9.4 Amendment; Waiver. No amendment or modification to this Agreement, nor any waiver of any rights hereunder, will be effective unless assented to in writing by both parties. Any such waiver will be only to the specific provision and under the specific circumstances for which it was given, and will not apply with respect to any repeated or continued violation of the same provision or any other provision. Failure or delay by either party to enforce any provision of this Agreement will not be deemed a waiver of future enforcement of that or any other provision.
9.5 Relationship. Nothing contained herein will in any way constitute any association, partnership, agency, employment or joint venture between the parties hereto, or be construed to evidence the intention of the parties to establish any such relationship. Neither party will have the authority to obligate or bind the other in any manner, and nothing herein contained will give rise or is intended to give rise to any rights of any kind to any third parties.
9.6 Unenforceability. If a court of competent jurisdiction determines that any provision of this Agreement is invalid, illegal, or otherwise unenforceable, such provision will be enforced as nearly as possible in accordance with the stated intention of the parties, while the remainder of this Agreement will remain in full force and effect and bind the parties according to its terms.
9.7 Governing Law. This Agreement will be governed by the laws of the State of California, exclusive of its rules governing choice of law and conflict of laws. This Agreement will not be governed by the United Nations Convention on Contracts for the International Sale of Goods.
9.8 Notices. Any notice required or permitted to be given hereunder will be given in writing by personal delivery, certified mail, return receipt requested, or by overnight delivery. Notices to the parties must be sent to the respective address set forth in the signature blocks below, or such other address designated pursuant to this Section.
9.9 Entire Agreement. This Agreement comprises the entire agreement between Customer and Vectrix with respect to its subject matter, and supersedes all prior and contemporaneous proposals, statements, sales materials or presentations and agreements (oral and written). No oral or written information or advice given by Vectrix, its agents or employees will create a warranty or in any way increase the scope of the warranties in this Agreement.
9.10 Force Majeure. Neither Party will be deemed in breach hereunder for any cessation, interruption or delay in the performance of its obligations due to causes beyond its reasonable control (“Force Majeure Event”), including earthquake, flood, or other natural disaster, act of God, labor controversy, civil disturbance, terrorism, war (whether or not officially declared), cyber attacks (e.g., denial of service attacks), or the inability to obtain sufficient supplies, transportation, or other essential commodity or service required in the conduct of its business, or any change in or the adoption of any law, regulation, judgment or decree.
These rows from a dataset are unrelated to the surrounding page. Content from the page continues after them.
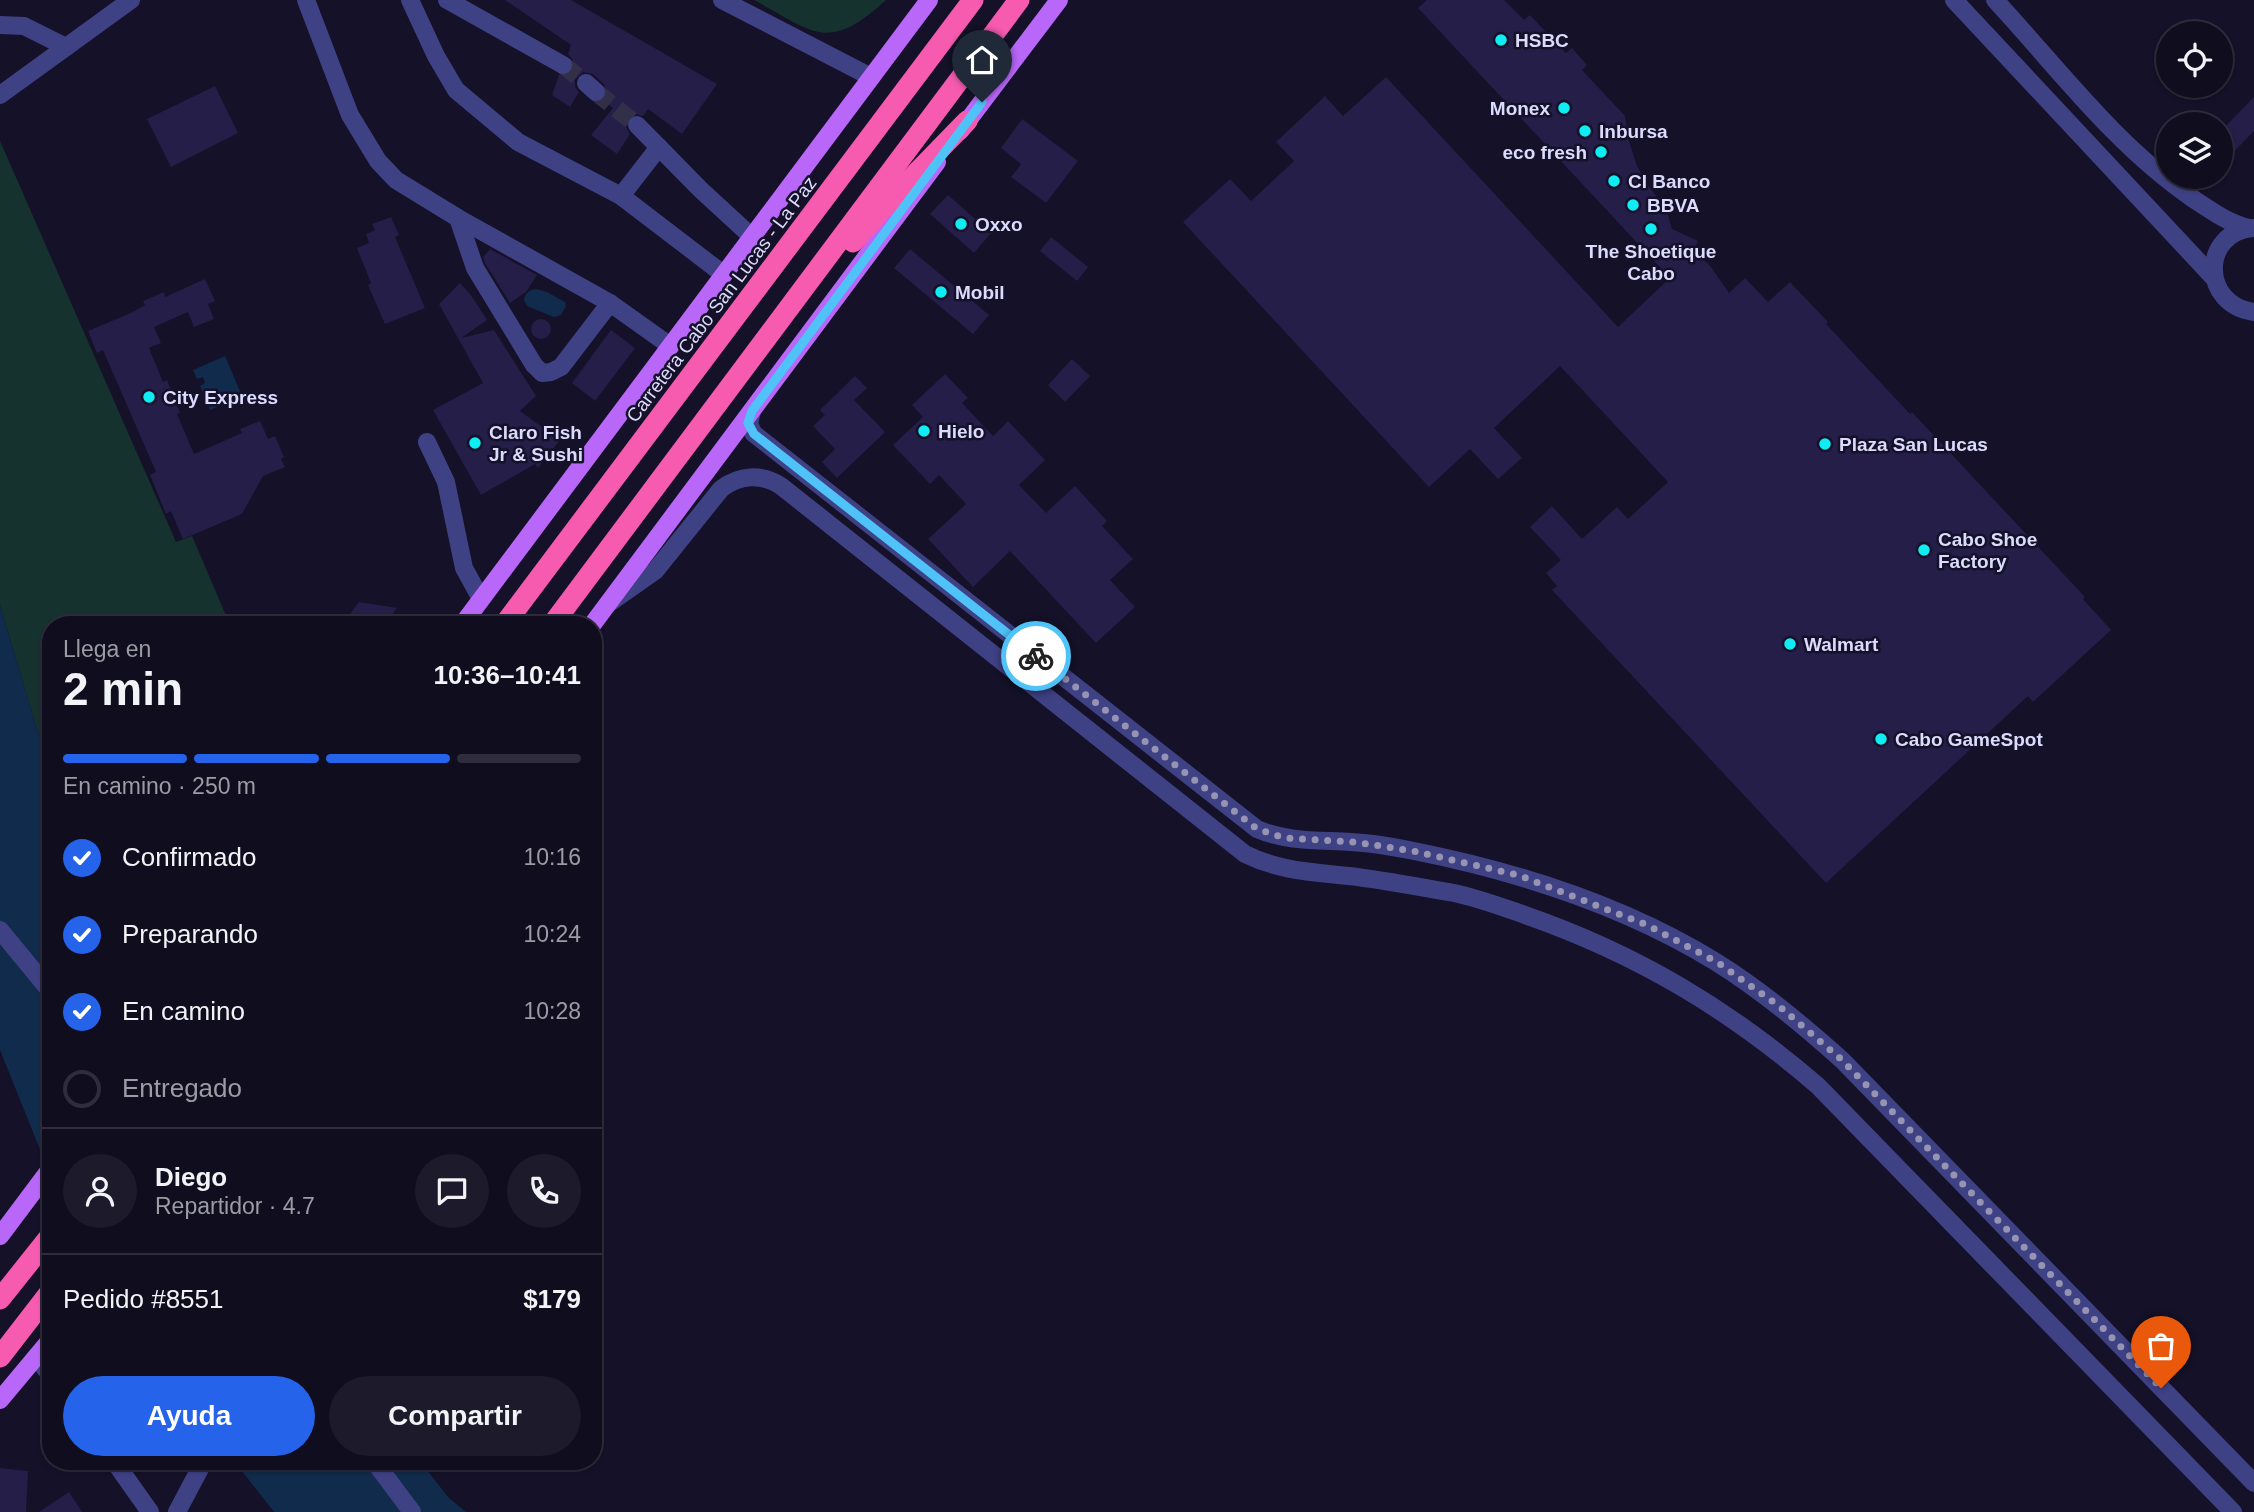 <!DOCTYPE html>
<html lang="es">
<meta charset="utf-8">
<style>
body{margin:0;font-family:Helvetica,sans-serif;background:#1d1b2b;color:#f1f3f6;height:100vh;display:flex;flex-direction:column;font-size:26px;white-space:nowrap}
*{box-sizing:border-box;margin:0}
p{font-size:23px;color:#9b9ca4}
.icon{flex:none;width:38px;height:38px;fill:none;stroke:currentColor;stroke-width:2;stroke-linecap:round;stroke-linejoin:round}
.map{position:relative;flex:1;overflow:hidden}
.side{position:absolute;left:42px;top:616px;width:560px;height:854px;display:flex;flex-direction:column;background:#0f0d1e;border-radius:28px;box-shadow:0 2px 5px #0004,0 0 0 2px #2f2d3c}
.side>*{flex:none}
.tools{position:absolute;left:2156px;top:21px;display:grid;gap:14px}
.tools a{display:grid;place-items:center;width:77px;height:77px;border-radius:50%;background:#0f0d1e;box-shadow:0 2px 5px #0004,0 0 0 2px #2f2d3c;font-size:35px}
.pin{position:absolute;display:grid;place-items:center;width:60px;height:60px;color:#fff;margin:-72px -30px;border-radius:50% 50% 50% 0;rotate:-45deg;box-shadow:0 0 7px #0007}
.pin .icon{rotate:45deg}
.courier{position:absolute;display:grid;place-items:center;width:70px;height:70px;margin:-35px;border:5px solid #4fc3f7;border-radius:50%;background:#fff;color:#222;box-shadow:0 2px 9px #0007}
.head em{font-style:normal;font-weight:800}
.head div{display:flex;flex-direction:column-reverse}
.head{display:flex;align-items:center;justify-content:space-between;height:119px;padding:0 21px}
h1{font-size:46px;font-weight:800;line-height:52px}
.bar{display:grid;grid-template-columns:repeat(4,1fr);gap:10px 7px;align-content:center;height:84px;padding:0 21px}
.bar i{height:9px;border-radius:5px;background:#2f2d3c}
.bar .on{background:#2563eb}
.bar p{grid-column:span 4}
.line{display:flex;align-items:center;gap:18px;padding:0 21px;border-top:2px solid #2f2d3c}
.line div{flex:1}
.round{display:grid;place-items:center;flex:none;width:74px;height:74px;border-radius:37px;background:#1d1b2b}
ol{padding:0 21px;list-style:none}
li{display:flex;align-items:center;gap:21px;height:77px}
li p{margin-inline-start:auto}
li .icon{padding:7px;border-radius:50%;background:#2563eb;color:#fff;stroke-width:4}
li:last-child{color:#9b9ca4}
li i{width:38px;height:38px;border:4px solid #2f2d3c;border-radius:50%}
.action{display:flex;gap:14px;margin-top:auto;padding:14px 21px}
.action a{flex:1;height:80px;border-radius:42px;background:#2563eb;color:#fff;font-size:28px;font-weight:800;line-height:80px;text-align:center}
.action a+a{background:#1d1b2b;color:#f1f3f6}
.map>svg:first-child{display:block}
.green{fill:#15322f}
.water{fill:#112b4c}
.building{fill:#241e48}
.lines{fill:none;stroke-linecap:round;stroke-linejoin:round}
.minor-tunnel{stroke:#322f48;stroke-width:18;stroke-dasharray:18 9;stroke-linecap:butt}
.minor{stroke:#3f4185;stroke-width:18}
.major{stroke:#b867f8;stroke-width:18}
.highway{stroke:#f75bb0;stroke-width:21}
.done{stroke:#9694b2;stroke-width:7;stroke-dasharray:0 12.6}
.route{stroke:#4fc3f7;stroke-width:9}
.poi-dot{fill:#10ecf4;stroke:#141128;stroke-width:2.5}
.labels{text-anchor:middle;stroke-width:5;stroke-linejoin:round;paint-order:stroke}
.poi-label{font-size:19px;font-weight:bold;fill:#dcdafd;stroke:#141128;text-anchor:start}
.street-label{font-size:19px;fill:#dcdafd;stroke:#141128}
</style>
<div class="map">
<svg width="2254" height="1512" viewBox="0 0 2254 1512">
<rect width="100%" height="100%" fill="#141128"/>
<!-- green -->
<g class="green">
<path d="M754,0h132c-58,53 -71,33 -132,0z"/>
<path d="M0,141l176,401 16,-6 38,89h-179v130l-14,-25 -37,-125z"/>
</g>
<!-- water -->
<g class="water">
<path d="M537,289l10,3 18,10 1,4 -5,9 -7,2 -27,-11 -3,-6c1,-7 6,-11 13,-11z"/>
<path d="M225,356l17,40 -32,14 -3,-7 6,-3 -4,-7 -5,2 -4,-9 5,-3 -2,-6 -6,2 -4,-9z"/>
<path d="M0,605l37,125 14,25v422l-51,-127z"/>
<path d="M234,1461h186l28,36 18,15h-192z"/>
</g>
<!-- building -->
<g class="building">
<path d="M505,0h66l146,84 -35,50 -34,-25 -5,7 -8,-2 -5,2 -4,11 4,7 -13,20 -26,-19 22,-27 -10,-7 4,-7 -3,-10 -11,-10 -10,-2 -8,8v7l4,5 -9,15 -18,-12 7,-20h9l5,-5v-10l-5,-6 3,-9z"/>
<path d="M1427,0h77l20,20 6,-5 36,38 6,-5 15,17 -5,5 43,46 3,22 9,28 12,21 17,21 6,21 26,12 -4,9 17,17 18,26 16,-15 23,24 22,-20 38,40 -2,2 84,90 2,-2 173,185 -2,2 28,31 -78,72 -5,-6 -202,187 -274,-293 5,-4 -11,-13 15,-13 -31,-33 22,-21 30,33 35,-32 11,12 40,-37 -108,-116 -66,62 28,30 -24,21 -28,-30 -41,38 -246,-265 47,-43 21,22 43,-40 -18,-19 49,-46 18,20 43,-39 232,250 52,-49 -252,-270z"/>
<path d="M215,86l23,47 -67,34 -24,-48z"/>
<path d="M2254,97v34l-33,34v-34z"/>
<path d="M1022,119l56,42 -32,42 -35,-26 10,-13 -20,-16z"/>
<path d="M948,195l43,38 -17,20 -44,-39z"/>
<path d="M391,217l8,18 -4,2 30,71 -40,16 -17,-39 3,-2 -14,-35 12,-5 -3,-9 9,-4 -3,-6z"/>
<path d="M1051,237l37,30 -11,14 -37,-30z"/>
<path d="M490,249l47,26 -11,17 -16,11 -25,-40 -2,-6z"/>
<path d="M910,249l79,66 -16,19 -79,-66z"/>
<path d="M205,279l10,22 -7,3 6,15 -20,8 -6,-15 -34,15 7,16 -12,5 14,34 4,-2 13,33 -3,1 17,40 48,-21 -2,-4 20,-8 8,18 7,-3 9,21 -3,2 4,8 -22,9 -21,38 -59,25 -12,-28 -5,3 -16,-39 6,-3 -53,-122 -6,3 -9,-22 45,-19 12,-7 -2,-4 21,-9 1,5z"/>
<path d="M460,283l11,12 16,25 -26,18 33,-8 42,66 -16,15 40,29 -22,28 -3,-4 -54,31 -48,-85 50,-27 -44,-79z"/>
<circle cx="541" cy="329" r="10"/>
<path d="M611,330l24,18 -40,53 -23,-18z"/>
<path d="M1072,359l18,17 -25,26 -17,-17z"/>
<path d="M945,374l23,24 -6,5 31,33 15,-15 37,39 -26,25 27,28 29,-27 32,35 -5,5 31,33 -23,21 25,27 -39,36 -86,-92 -37,36 -45,-48 38,-35 -27,-29 -9,9 -37,-39 30,-28 -11,-12z"/>
<path d="M855,376l12,12 -13,12 31,32 -48,46 -15,-16 13,-13 -22,-23 12,-11 -5,-5z"/>
<path d="M359,602l38,6 -12,17h-43z"/>
<path d="M0,1468l28,3 -2,41h-26z"/>
<path d="M69,1492l13,20h-43z"/>
</g>
<g class="lines">
<!-- minor-tunnel -->
<g class="minor-tunnel">
<path d="M563,65l23,18"/>
<path d="M596,92l41,33"/>
</g>
<!-- minor -->
<g class="minor">
<path d="M306,0l44,115 28,46 18,19 62,38 17,50 59,97 8,8 9,-1 10,-5 49,-64"/>
<path d="M410,0l26,56 20,34 62,52 103,54 102,78"/>
<path d="M447,0l116,65"/>
<path d="M722,0l149,77"/>
<path d="M1954,0l260,278"/>
<path d="M1995,0c63,68 120,145 197,198 18,12 36,25 57,30"/>
<path d="M0,25l24,1 42,21"/>
<path d="M586,83l10,9"/>
<path d="M0,95l131,-95"/>
<path d="M637,125l64,65 50,46"/>
<path d="M621,196l38,-49"/>
<path d="M458,218l152,85 59,42"/>
<path d="M2254,228c-53,3 -54,77 0,84"/>
<path d="M752,411l-3,12 4,10 504,396c30,13 62,11 94,13 21,1 43,5 63,9 105,21 211,55 302,111 45,28 87,63 126,98l412,423"/>
<path d="M427,442l19,40 18,86 17,31"/>
<path d="M611,602l44,-31 66,-82c18,-14 40,-16 60,-3l464,368c34,17 67,18 104,22 35,4 70,11 105,17 24,5 48,14 71,22 112,39 204,94 293,171l415,426"/>
<path d="M0,930l51,62"/>
<path d="M36,1357l15,19"/>
<path d="M114,1461l36,51"/>
<path d="M374,1461l38,51"/>
<path d="M177,1512l27,-51"/>
</g>
<!-- major -->
<g class="major">
<path d="M960,131l99,-131"/>
<path d="M462,625l467,-625"/>
<path d="M592,625l345,-463"/>
<path d="M0,1236l51,-68"/>
<path d="M0,1400l51,-61"/>
</g>
<!-- highway -->
<g class="highway">
<path d="M853,242l42,-47 72,-74"/>
<path d="M504,625l469,-625"/>
<path d="M552,625l467,-625"/>
<path d="M0,1299l51,-64"/>
<path d="M0,1357l51,-66"/>
</g>
</g>
<g class="lines">
<!-- done -->
<path class="done" d="M1036,656l221,173 28,9 69,4 59,9 105,24 129,50 70,37 62,44 63,54 319,328"/>
<!-- route -->
<path class="route" d="M982,102l-230,309 -4,12 6,11 282,222"/>
</g>
<!-- markers -->
<g class="poi-dot">
<circle cx="1501" cy="40" r="7"/>
<circle cx="1564" cy="108" r="7"/>
<circle cx="1585" cy="131" r="7"/>
<circle cx="1601" cy="152" r="7"/>
<circle cx="1614" cy="181" r="7"/>
<circle cx="1633" cy="205" r="7"/>
<circle cx="961" cy="224" r="7"/>
<circle cx="1651" cy="229" r="7"/>
<circle cx="941" cy="292" r="7"/>
<circle cx="149" cy="397" r="7"/>
<circle cx="924" cy="431" r="7"/>
<circle cx="475" cy="443" r="7"/>
<circle cx="1825" cy="444" r="7"/>
<circle cx="1924" cy="550" r="7"/>
<circle cx="1790" cy="644" r="7"/>
<circle cx="1881" cy="739" r="7"/>
</g>
<g class="labels">
<!-- poi labels -->
<g class="poi-label">
<text x="1515" y="47">HSBC</text>
<text x="1550" y="115" text-anchor="end">Monex</text>
<text x="1599" y="138">Inbursa</text>
<text x="1587" y="159" text-anchor="end">eco fresh</text>
<text x="1628" y="188">CI Banco</text>
<text x="1647" y="212">BBVA</text>
<text x="975" y="231">Oxxo</text>
<text x="1651" y="258" text-anchor="middle">The Shoetique<tspan x="1651" dy="22">Cabo</tspan></text>
<text x="955" y="299">Mobil</text>
<text x="163" y="404">City Express</text>
<text x="938" y="438">Hielo</text>
<text x="489" y="439">Claro Fish<tspan x="489" dy="22">Jr &amp; Sushi</tspan></text>
<text x="1839" y="451">Plaza San Lucas</text>
<text x="1938" y="546">Cabo Shoe<tspan x="1938" dy="22">Factory</tspan></text>
<text x="1804" y="651">Walmart</text>
<text x="1895" y="746">Cabo GameSpot</text>
</g>
<!-- street labels -->
<g class="street-label">
<text transform="translate(721 299) rotate(-53)" y="7">Carretera Cabo San Lucas - La Paz</text>
</g>
</g>
</svg>
<div class="tools">
<a><svg class="icon" aria-label="locate" viewBox="0 0 24 24"><circle cx="12" cy="12" r="6"/><path d="M12 2v4M12 18v4M2 12h4M18 12h4"/></svg></a>
<a><svg class="icon" aria-label="layers" viewBox="0 0 24 24"><path d="M12 4l9 5-9 5-9-5zM3 14l9 5 9-5"/></svg></a>
</div>
<div class="pin" style="left:2161px;top:1388px;background:#ea580c"><svg class="icon" aria-label="bag" viewBox="0 0 24 24"><path d="M5 8h14l-1 12H6zM9 8a3 3 0 0 1 6 0"/></svg></div>
<div class="pin" style="left:982px;top:102px;background:#1f2937"><svg class="icon" aria-label="home" viewBox="0 0 24 24"><path d="M3 11l9-7 9 7M6 9v11h12V9"/></svg></div>
<div class="courier" style="left:1036px;top:656px"><svg class="icon" aria-label="bike" viewBox="0 0 24 24"><circle cx="6" cy="16" r="4"/><circle cx="18" cy="16" r="4"/><path d="M6 16l4-8h5l3 8M10 8l3 8H6M13 5h3"/></svg></div>
<section class="side">
<div class="head"><div><h1>2 min</h1><p>Llega en</p></div><em>10:36–10:41</em></div>
<div class="bar"><i class="on"></i><i class="on"></i><i class="on"></i><i></i><p>En camino · 250 m</p></div>
<ol>
<li><svg class="icon" aria-label="check" viewBox="0 0 24 24"><path d="M5 12l5 5 9-10"/></svg>Confirmado<p>10:16</p></li>
<li><svg class="icon" aria-label="check" viewBox="0 0 24 24"><path d="M5 12l5 5 9-10"/></svg>Preparando<p>10:24</p></li>
<li><svg class="icon" aria-label="check" viewBox="0 0 24 24"><path d="M5 12l5 5 9-10"/></svg>En camino<p>10:28</p></li>
<li><i></i>Entregado</li>
</ol>
<div class="line" style="height:126px"><a class="round"><svg class="icon" aria-label="person" viewBox="0 0 24 24"><circle cx="12" cy="8" r="4"/><path d="M4 21q1-7 8-7t8 7"/></svg></a><div><b>Diego</b><p>Repartidor · 4.7</p></div><a class="round"><svg class="icon" aria-label="chat" viewBox="0 0 24 24"><path d="M4 5h16v11H9l-5 4z"/></svg></a><a class="round"><svg class="icon" aria-label="phone" viewBox="0 0 24 24"><path d="M5 4h4l2 5-3 2q2 4 5 5l2-3 5 2v4C11 20 4 13 5 4z"/></svg></a></div>
<div class="line" style="height:91px"><div>Pedido #8551</div><b>$179</b></div>
<div class="action"><a>Ayuda</a><a>Compartir</a></div>
</section>
</div>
9.11 Government Terms. Vectrix provides the Vectrix Product, including related software and technology, for ultimate federal government end use solely in accordance with the terms of this Agreement. If Customer (or any of its customers) is an agency, department, or other entity of any government, the use, duplication, reproduction, release, modification, disclosure, or transfer of the Vectrix Product, or any related documentation of any kind, including technical data, software, and manuals, is restricted by the terms of this Agreement. All other use is prohibited and no rights than those provided in this Agreement are conferred. The Vectrix Product was developed fully at private expense.
9.12 Interpretation. For purposes hereof, “including” means “including without limitation”.